Stored data:
--- START ---
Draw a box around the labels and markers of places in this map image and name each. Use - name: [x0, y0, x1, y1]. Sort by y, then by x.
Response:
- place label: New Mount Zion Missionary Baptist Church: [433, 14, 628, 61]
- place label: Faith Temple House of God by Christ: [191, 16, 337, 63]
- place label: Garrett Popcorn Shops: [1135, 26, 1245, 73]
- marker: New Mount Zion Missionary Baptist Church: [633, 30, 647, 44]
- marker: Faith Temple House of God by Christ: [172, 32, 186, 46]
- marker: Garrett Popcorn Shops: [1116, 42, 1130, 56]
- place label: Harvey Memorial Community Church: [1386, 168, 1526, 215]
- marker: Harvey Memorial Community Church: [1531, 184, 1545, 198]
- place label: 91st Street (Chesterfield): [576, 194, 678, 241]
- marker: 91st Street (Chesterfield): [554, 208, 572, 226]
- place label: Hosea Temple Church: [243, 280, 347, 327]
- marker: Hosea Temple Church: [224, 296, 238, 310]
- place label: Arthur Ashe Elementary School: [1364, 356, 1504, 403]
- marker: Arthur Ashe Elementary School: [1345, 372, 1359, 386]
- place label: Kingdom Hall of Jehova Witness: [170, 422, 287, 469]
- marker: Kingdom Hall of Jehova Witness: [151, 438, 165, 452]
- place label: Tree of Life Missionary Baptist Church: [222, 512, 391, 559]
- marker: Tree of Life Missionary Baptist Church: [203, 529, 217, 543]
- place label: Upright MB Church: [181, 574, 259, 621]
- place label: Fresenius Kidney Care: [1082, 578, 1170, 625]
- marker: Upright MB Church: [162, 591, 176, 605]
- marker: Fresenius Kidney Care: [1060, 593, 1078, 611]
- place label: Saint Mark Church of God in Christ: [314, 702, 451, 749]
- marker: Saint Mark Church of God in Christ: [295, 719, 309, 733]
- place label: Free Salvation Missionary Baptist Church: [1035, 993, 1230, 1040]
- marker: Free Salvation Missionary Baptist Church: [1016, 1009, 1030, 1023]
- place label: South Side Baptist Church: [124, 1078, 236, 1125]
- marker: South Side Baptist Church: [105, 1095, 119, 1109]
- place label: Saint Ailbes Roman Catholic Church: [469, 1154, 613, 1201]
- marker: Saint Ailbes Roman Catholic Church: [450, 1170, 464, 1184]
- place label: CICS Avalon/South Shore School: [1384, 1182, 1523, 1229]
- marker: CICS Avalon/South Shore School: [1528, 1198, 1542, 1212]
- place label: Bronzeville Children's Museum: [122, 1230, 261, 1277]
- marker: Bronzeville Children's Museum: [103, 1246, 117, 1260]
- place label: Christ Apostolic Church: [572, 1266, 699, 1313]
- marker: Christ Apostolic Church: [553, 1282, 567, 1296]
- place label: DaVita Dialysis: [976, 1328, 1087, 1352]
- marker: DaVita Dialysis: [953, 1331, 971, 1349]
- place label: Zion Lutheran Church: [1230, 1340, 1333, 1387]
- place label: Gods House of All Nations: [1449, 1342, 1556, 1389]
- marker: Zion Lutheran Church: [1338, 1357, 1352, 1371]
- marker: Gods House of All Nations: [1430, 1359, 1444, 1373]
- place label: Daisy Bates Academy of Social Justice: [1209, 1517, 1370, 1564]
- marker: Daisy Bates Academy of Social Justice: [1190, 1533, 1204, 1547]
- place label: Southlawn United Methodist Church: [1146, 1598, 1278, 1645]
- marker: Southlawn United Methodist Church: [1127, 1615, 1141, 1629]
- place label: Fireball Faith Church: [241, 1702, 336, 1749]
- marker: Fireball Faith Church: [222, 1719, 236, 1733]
--- END ---
● Work to be completed: Say, as a single number, how many lines of the records hold the word "Zion".

● Problem solution: 4